There were months of back-and-forth between senators and the governor's office about how to best distribute $30 million in federal funds straight into the hands of Guam residents who need help as a result of the COVID-19 pandemic.
There were debates about what amount each qualified individual or couple should receive, given that there was more than $500 million from the federal government that could be tapped into.
Ultimately, what started out in the Guam Legislature as the Recovery Income and Support Empowerment or RISE Act, which became law in December, got tweaked when it reached the governor's office, which renamed the effort into the All RISE program.
There were discussions about whether the $30 million would be enough – as the program initially was meant for displaced private-sector workers but was expanded by the governor to include GovGuam and federal workers and public sector retirees.
After some changes, the amount each qualified island resident or couple would receive was finalized: $800 for individuals and $1,600 for couples who filed joint income tax returns. The eligibility is limited to individuals who earned no more than $40,000 in adjusted gross income in 2020 and couples who earned $80,000 or less.
There were some kinks along the way before the program opened for applications. Initially, as part of the vetting process, applicants were asked to get a mayor's verification of residency. This flooded the mayors with such requests at a challenging time for the mayors who didn't want people crowding in this pandemic.

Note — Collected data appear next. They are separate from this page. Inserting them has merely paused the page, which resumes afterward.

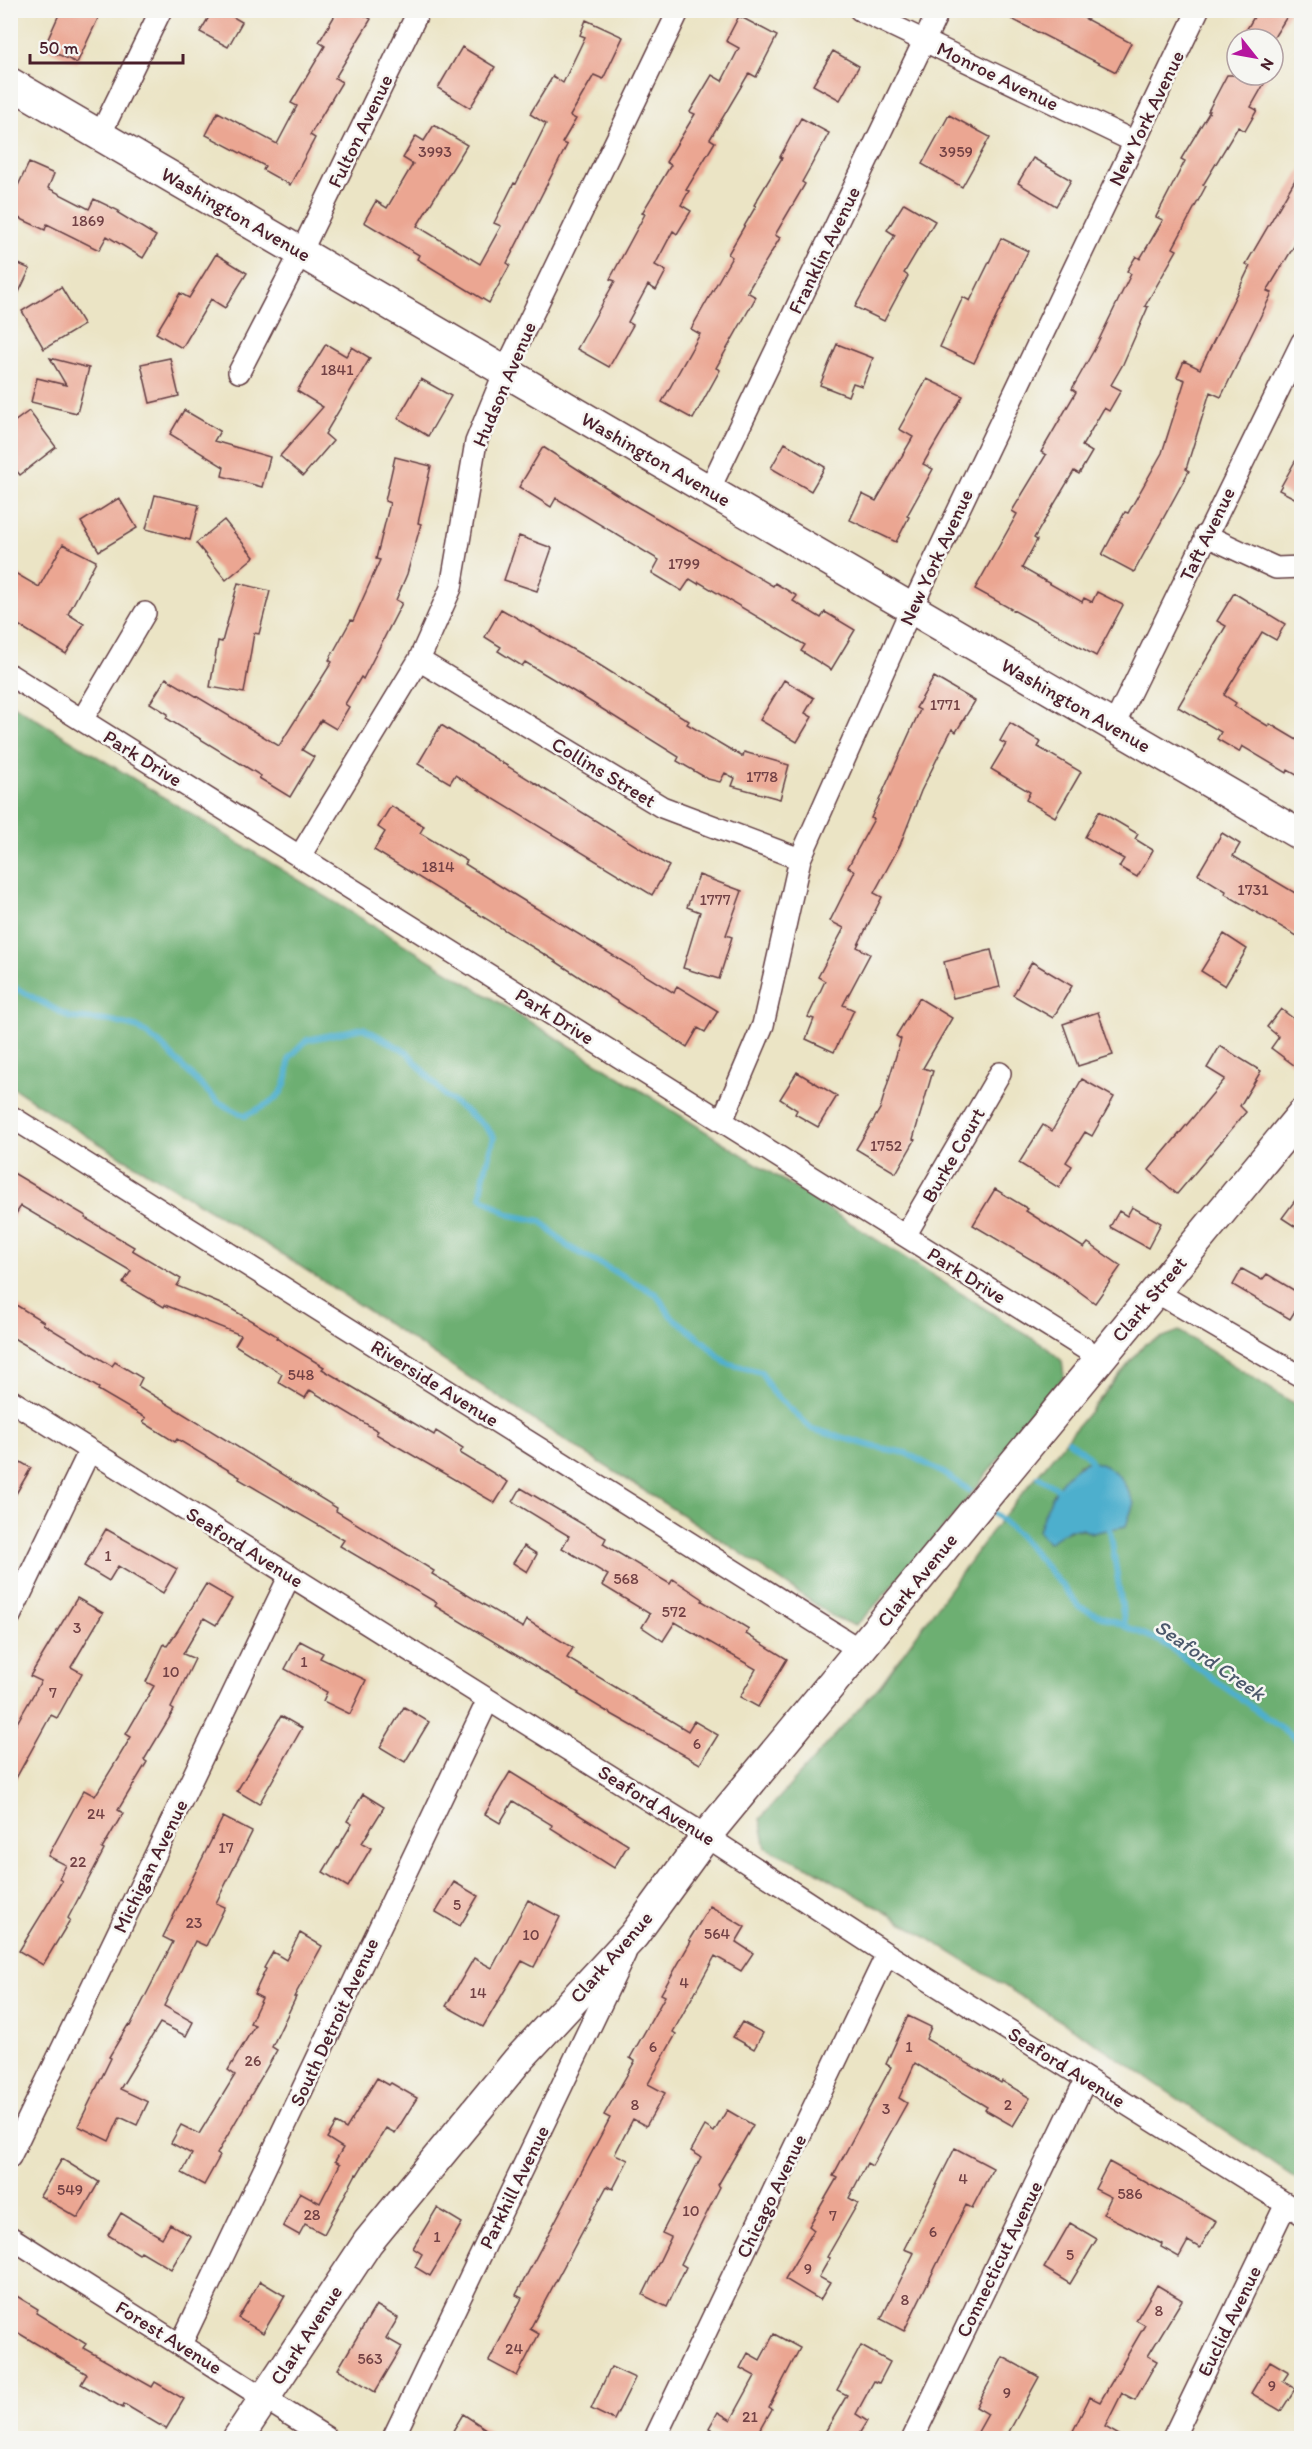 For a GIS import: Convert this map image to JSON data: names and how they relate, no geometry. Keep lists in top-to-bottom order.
{
  "streets": {
    "street": [
      "Monroe Avenue",
      "New York Avenue",
      "Fulton Avenue",
      "Washington Avenue",
      "Franklin Avenue",
      "Hudson Avenue",
      "Taft Avenue",
      "Park Drive",
      "Collins Street",
      "Burke Court",
      "Clark Street",
      "Riverside Avenue",
      "Seaford Avenue",
      "Clark Avenue",
      "Michigan Avenue",
      "South Detroit Avenue",
      "Parkhill Avenue",
      "Chicago Avenue",
      "Connecticut Avenue",
      "Euclid Avenue",
      "Forest Avenue"
    ]
  },
  "crossings": [
    ["Monroe Avenue", "New York Avenue"],
    ["Monroe Avenue", "Franklin Avenue"],
    ["New York Avenue", "Washington Avenue"],
    ["New York Avenue", "Park Drive"],
    ["New York Avenue", "Collins Street"],
    ["Fulton Avenue", "Washington Avenue"],
    ["Washington Avenue", "Franklin Avenue"],
    ["Washington Avenue", "Hudson Avenue"],
    ["Washington Avenue", "Taft Avenue"],
    ["Hudson Avenue", "Park Drive"],
    ["Hudson Avenue", "Collins Street"],
    ["Park Drive", "Burke Court"],
    ["Park Drive", "Clark Street"],
    ["Clark Street", "Clark Avenue"],
    ["Riverside Avenue", "Clark Avenue"],
    ["Seaford Avenue", "Clark Avenue"],
    ["Seaford Avenue", "Michigan Avenue"],
    ["Seaford Avenue", "South Detroit Avenue"],
    ["Seaford Avenue", "Chicago Avenue"],
    ["Seaford Avenue", "Connecticut Avenue"],
    ["Seaford Avenue", "Euclid Avenue"],
    ["Clark Avenue", "Parkhill Avenue"],
    ["Clark Avenue", "Forest Avenue"],
    ["South Detroit Avenue", "Forest Avenue"]
  ],
  "water": ["Seaford Creek"],
  "house_numbers": [
    "3993",
    "3959",
    "1869",
    "1841",
    "1799",
    "1771",
    "1778",
    "1814",
    "1731",
    "1777",
    "1752",
    "548",
    "1",
    "568",
    "572",
    "3",
    "1",
    "10",
    "7",
    "6",
    "24",
    "17",
    "22",
    "5",
    "23",
    "564",
    "10",
    "4",
    "14",
    "6",
    "1",
    "26",
    "8",
    "2",
    "3",
    "4",
    "549",
    "586",
    "10",
    "28",
    "7",
    "6",
    "1",
    "5",
    "9",
    "8",
    "8",
    "24",
    "563",
    "9",
    "9",
    "21"
  ],
  "scale_bar": "50 m",
  "north": "bottom right"
}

This residency paperwork requirement was later scrapped after Rev and Tax and the mayors figured out a way to coordinate internally.
Finally, the procedure to apply for this direct economic aid was simplified.
When the application period opened on Sept. 1, after what seemed like a long wait for many who needed the money, Rev and Tax was flooded with thousands upon thousands of applications filed online or dropped off in the drive-thru or by walk-ins.
Many people in dire need of cash stood for hours to be early to file because the process was on a first-filed, first-paid basis.
There was a military veteran with an amputated leg who slept in his vehicle to make sure his application got in early. There was a woman, more than 90 years old, who stood in line among the hundreds on day one who wanted their applications filed in person.
On Wednesday, the program's application period ended.
In less than two weeks:
• 18,236 payments totaling $19.49 million were processed by Rev and Tax under Director Dafne Mansapit-Shimizu. The Department of Administration under Edward Birn was cranking out payments by issuing paper checks or electronically depositing the majority of the payments for taxpayers who opted for direct deposit.
• 34,798 applications were received as of about 7 p.m. Monday. Of the total, 26,375, or about 76%, of applications were filed online. The online filing system had issues handling the massive demand from online filers in the first several hours but they seemed to have been smoothed out as the days went by.
Applicants who were included in the Sept. 10 processing cutoff can expect to receive their All RISE payments as early as this week either in the mail or as a direct deposit in their bank accounts.
Now, one of the next steps for Rev and Tax is to sort out thousands of applications that had errors. Approximately 18% of applications were identified as having errors, according to the department.
This program was a logistically challenging task from an execution standpoint and from the standpoint of those in the Legislature and Adelup who had some differences.
In the end, what matters is that the money gets into the hands of the tens of thousands of people in need. The timing, with the jobless benefits ending, couldn't have been more on point.
To the governor, senators, bureaucrats and workers in GovGuam who made this happen without further ado – thank you. And a big thank you goes to Congress and the Biden administration for the generous flow of pandemic dollars to Guam.